Yields and prices move in opposite directions and one basis point equals 0.01%.
Investors braced themselves for the release of the latest personal consumption expenditure price index, which is the Fed’s preferred inflation gauge. Economists surveyed by Dow Jones are expecting the core PCE to have risen by 0.3% in May, slightly less than April’s 0.4% increase. On an annual basis, a 4.7% rise is predicted, which would be in line with last month’s reading.
Personal spending and income figures will be released alongside the PCE report, which could impact Fed policy going forward.
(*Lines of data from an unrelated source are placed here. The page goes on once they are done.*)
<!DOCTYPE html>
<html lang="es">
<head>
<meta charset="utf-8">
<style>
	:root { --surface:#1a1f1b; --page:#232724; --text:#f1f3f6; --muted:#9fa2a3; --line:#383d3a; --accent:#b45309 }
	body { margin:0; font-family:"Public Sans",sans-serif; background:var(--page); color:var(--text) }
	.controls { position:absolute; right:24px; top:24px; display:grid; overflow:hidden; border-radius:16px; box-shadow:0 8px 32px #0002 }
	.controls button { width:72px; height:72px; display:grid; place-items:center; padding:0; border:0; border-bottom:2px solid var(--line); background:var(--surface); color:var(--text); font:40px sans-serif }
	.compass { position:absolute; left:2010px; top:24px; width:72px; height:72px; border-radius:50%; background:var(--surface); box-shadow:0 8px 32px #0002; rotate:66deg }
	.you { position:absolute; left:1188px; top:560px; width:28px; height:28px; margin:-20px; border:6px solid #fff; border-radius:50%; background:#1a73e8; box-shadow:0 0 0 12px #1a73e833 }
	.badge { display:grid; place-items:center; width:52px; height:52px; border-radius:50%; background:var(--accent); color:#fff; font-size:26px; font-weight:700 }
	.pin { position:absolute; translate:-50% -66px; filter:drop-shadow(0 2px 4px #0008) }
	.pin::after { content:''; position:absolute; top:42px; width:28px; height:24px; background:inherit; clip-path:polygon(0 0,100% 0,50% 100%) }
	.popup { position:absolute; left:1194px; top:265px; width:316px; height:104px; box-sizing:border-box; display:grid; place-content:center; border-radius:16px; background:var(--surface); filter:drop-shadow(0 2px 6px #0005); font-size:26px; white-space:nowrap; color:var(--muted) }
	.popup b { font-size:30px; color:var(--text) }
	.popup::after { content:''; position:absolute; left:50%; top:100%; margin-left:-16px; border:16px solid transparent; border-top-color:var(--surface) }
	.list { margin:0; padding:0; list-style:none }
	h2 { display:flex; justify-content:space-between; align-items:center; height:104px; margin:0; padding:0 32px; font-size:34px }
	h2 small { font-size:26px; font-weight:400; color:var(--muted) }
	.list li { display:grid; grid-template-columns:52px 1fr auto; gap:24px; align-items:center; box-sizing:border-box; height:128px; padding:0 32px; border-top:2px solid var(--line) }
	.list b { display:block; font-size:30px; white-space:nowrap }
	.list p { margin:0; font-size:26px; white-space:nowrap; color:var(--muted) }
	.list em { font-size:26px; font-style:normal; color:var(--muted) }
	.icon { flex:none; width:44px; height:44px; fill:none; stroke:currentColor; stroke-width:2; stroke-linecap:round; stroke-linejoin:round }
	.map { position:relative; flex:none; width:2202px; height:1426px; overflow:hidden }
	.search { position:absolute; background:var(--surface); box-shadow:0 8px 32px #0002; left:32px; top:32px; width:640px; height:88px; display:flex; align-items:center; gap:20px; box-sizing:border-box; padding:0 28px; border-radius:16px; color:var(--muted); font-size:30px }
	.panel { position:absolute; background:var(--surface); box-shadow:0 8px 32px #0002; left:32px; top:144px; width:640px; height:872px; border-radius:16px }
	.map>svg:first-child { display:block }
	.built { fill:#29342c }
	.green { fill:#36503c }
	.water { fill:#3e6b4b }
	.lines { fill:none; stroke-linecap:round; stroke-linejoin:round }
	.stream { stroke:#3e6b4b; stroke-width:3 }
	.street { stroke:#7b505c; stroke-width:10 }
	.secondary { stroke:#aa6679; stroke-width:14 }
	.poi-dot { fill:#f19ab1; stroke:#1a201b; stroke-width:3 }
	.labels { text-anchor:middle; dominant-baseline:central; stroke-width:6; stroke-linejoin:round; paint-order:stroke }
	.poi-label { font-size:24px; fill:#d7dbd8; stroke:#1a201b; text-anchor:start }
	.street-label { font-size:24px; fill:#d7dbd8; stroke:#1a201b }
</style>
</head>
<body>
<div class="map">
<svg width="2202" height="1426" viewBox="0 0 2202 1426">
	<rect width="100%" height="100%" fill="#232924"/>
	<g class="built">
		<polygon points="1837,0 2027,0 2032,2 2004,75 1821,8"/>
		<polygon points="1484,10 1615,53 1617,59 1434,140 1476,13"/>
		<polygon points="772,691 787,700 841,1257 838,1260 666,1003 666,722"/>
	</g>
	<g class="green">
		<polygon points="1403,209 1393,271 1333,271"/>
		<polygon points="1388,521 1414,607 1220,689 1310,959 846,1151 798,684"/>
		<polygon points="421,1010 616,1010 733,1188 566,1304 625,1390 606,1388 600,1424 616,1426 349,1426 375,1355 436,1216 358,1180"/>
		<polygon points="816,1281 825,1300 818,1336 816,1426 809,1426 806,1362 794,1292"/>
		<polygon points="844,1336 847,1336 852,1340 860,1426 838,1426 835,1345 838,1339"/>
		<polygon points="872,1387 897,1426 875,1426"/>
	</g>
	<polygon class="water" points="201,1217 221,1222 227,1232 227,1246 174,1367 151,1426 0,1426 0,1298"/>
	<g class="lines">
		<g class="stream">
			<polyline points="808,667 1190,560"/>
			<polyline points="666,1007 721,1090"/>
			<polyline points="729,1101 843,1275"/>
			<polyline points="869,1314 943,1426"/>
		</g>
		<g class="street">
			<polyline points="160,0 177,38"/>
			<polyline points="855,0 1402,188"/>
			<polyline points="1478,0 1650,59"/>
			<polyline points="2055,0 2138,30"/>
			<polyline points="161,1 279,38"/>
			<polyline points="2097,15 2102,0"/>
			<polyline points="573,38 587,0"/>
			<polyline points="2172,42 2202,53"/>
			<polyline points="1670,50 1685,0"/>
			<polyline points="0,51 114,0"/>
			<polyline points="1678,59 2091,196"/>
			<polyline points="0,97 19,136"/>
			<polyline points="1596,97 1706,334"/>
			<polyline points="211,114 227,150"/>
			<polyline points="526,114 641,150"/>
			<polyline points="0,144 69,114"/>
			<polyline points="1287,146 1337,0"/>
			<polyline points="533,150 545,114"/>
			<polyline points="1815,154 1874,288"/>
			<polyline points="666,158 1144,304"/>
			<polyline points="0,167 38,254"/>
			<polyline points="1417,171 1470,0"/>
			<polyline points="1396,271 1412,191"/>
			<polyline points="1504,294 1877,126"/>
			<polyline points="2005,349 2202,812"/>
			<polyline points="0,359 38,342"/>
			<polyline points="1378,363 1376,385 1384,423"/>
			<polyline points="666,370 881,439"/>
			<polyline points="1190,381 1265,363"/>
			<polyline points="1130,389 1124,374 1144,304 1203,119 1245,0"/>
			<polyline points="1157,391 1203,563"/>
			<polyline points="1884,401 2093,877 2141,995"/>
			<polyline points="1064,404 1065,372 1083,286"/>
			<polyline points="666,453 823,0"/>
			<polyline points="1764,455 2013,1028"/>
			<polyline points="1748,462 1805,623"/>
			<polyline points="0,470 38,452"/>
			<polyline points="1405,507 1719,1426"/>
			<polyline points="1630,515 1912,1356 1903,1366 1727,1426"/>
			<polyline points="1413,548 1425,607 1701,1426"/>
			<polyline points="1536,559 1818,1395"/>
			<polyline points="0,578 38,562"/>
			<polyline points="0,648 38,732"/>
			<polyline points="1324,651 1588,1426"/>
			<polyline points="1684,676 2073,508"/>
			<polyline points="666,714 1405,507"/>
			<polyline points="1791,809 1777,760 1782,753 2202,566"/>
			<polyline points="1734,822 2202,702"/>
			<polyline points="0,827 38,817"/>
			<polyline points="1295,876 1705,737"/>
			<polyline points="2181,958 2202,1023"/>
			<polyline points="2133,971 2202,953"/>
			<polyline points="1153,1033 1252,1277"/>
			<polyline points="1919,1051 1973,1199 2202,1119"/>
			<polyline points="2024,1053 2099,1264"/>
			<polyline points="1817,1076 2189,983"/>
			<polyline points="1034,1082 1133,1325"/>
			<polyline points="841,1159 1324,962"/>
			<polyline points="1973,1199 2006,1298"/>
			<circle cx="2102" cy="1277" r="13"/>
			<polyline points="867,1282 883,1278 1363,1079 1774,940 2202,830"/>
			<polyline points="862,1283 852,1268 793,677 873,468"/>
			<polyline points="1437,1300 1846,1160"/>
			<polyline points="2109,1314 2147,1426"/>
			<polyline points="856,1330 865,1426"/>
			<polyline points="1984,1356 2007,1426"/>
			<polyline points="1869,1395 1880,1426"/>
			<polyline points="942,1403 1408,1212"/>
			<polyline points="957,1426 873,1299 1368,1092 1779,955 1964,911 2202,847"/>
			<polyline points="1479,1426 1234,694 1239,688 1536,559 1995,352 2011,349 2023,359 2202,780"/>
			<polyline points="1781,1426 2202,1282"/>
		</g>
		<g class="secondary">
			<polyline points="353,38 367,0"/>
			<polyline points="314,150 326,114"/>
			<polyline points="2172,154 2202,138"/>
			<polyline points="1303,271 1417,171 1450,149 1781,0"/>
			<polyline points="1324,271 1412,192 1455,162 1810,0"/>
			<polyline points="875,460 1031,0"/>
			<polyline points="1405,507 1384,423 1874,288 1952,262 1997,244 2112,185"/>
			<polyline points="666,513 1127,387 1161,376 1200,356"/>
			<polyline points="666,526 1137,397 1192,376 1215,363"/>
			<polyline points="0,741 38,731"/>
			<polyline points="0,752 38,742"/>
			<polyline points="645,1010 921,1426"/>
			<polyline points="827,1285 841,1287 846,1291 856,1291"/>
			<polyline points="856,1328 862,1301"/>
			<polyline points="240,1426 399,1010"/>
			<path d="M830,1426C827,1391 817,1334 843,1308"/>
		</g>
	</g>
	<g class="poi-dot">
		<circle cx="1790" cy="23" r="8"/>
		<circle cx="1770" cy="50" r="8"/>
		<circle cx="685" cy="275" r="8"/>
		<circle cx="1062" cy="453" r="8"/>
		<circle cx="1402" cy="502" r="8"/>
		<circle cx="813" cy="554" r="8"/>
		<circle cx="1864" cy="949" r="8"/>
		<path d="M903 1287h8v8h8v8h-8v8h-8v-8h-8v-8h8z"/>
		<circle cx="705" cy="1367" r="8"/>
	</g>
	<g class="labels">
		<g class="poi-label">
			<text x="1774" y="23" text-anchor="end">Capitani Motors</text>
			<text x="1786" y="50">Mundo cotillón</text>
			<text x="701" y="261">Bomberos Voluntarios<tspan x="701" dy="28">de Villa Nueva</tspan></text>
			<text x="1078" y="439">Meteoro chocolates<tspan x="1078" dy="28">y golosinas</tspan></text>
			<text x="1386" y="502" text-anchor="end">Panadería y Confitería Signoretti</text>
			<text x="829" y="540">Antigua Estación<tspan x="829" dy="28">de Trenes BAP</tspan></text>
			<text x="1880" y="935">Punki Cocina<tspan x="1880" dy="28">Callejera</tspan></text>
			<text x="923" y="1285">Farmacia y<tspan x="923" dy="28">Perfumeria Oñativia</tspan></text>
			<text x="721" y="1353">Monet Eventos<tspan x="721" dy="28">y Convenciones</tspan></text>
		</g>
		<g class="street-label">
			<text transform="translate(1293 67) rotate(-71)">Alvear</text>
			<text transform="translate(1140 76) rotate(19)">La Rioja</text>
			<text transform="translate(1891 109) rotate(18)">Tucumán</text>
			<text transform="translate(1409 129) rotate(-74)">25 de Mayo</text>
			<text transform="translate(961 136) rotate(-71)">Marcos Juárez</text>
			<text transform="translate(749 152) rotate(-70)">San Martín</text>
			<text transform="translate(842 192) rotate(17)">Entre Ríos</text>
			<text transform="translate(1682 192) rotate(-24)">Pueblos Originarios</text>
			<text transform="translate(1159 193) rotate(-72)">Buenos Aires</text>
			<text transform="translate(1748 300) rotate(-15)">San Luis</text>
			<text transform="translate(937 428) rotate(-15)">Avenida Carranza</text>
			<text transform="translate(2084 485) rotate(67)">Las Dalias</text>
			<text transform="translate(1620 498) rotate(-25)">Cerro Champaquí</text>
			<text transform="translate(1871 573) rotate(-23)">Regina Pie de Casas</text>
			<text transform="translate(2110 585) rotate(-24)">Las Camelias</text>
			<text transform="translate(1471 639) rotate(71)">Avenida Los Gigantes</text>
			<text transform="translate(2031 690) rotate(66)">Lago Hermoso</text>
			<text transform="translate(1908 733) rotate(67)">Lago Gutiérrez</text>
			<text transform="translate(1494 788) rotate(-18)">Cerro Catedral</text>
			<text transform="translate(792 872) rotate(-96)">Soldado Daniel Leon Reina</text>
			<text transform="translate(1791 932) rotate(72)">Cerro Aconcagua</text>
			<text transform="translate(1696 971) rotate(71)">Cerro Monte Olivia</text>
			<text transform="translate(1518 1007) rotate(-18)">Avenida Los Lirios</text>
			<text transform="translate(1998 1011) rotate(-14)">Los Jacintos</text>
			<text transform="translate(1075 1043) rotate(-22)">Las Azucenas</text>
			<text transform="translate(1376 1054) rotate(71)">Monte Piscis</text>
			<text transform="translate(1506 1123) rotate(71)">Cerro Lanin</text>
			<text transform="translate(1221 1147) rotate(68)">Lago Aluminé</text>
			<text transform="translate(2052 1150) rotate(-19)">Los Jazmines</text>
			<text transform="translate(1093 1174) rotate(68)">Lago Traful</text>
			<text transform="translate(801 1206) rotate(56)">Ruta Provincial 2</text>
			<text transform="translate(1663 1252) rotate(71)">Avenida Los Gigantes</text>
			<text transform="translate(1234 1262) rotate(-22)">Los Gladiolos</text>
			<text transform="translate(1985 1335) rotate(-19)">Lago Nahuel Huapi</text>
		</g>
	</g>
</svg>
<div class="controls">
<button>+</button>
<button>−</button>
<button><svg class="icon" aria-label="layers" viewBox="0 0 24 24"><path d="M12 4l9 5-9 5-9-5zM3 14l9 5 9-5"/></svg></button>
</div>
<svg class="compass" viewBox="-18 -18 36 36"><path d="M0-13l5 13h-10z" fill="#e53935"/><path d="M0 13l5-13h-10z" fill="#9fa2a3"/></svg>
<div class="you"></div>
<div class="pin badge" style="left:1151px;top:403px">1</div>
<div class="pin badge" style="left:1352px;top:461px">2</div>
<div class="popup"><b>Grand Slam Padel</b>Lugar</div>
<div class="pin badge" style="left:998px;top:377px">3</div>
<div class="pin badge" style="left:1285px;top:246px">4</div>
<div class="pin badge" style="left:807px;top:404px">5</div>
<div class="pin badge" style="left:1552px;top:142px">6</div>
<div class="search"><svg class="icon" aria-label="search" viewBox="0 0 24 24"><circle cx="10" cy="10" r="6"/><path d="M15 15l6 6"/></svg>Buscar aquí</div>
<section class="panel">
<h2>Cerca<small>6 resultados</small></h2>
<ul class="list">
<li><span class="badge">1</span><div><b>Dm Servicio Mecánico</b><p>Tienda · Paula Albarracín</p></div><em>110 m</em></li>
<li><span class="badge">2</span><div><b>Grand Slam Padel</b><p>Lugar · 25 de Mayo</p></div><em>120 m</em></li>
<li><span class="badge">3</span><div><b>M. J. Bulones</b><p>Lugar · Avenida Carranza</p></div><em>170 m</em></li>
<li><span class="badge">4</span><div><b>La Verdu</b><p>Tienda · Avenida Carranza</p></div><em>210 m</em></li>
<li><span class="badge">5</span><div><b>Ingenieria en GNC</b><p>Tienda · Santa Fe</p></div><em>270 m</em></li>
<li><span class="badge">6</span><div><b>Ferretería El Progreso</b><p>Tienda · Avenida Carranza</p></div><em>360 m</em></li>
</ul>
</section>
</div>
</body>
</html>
Earlier this week, Fed Chairman Jerome Powell again indicated that rates would likely go higher still as he believes further restriction is necessary to lower inflation. The process of bringing inflation closer to the central bank’s 2% target range is also expected to take “a good while,” Powell added on Thursday.
Investors also digested recent economic data, including Thursday’s upward revision of the first quarter’s gross domestic product to 2%, compared to the previous 1.3% estimate.
This comes as concerns about elevated interest rates leading to a recession have spread among investors. On Wednesday, Fed Chair Powell said an economic downturn was a possibility, but not the most likely scenario.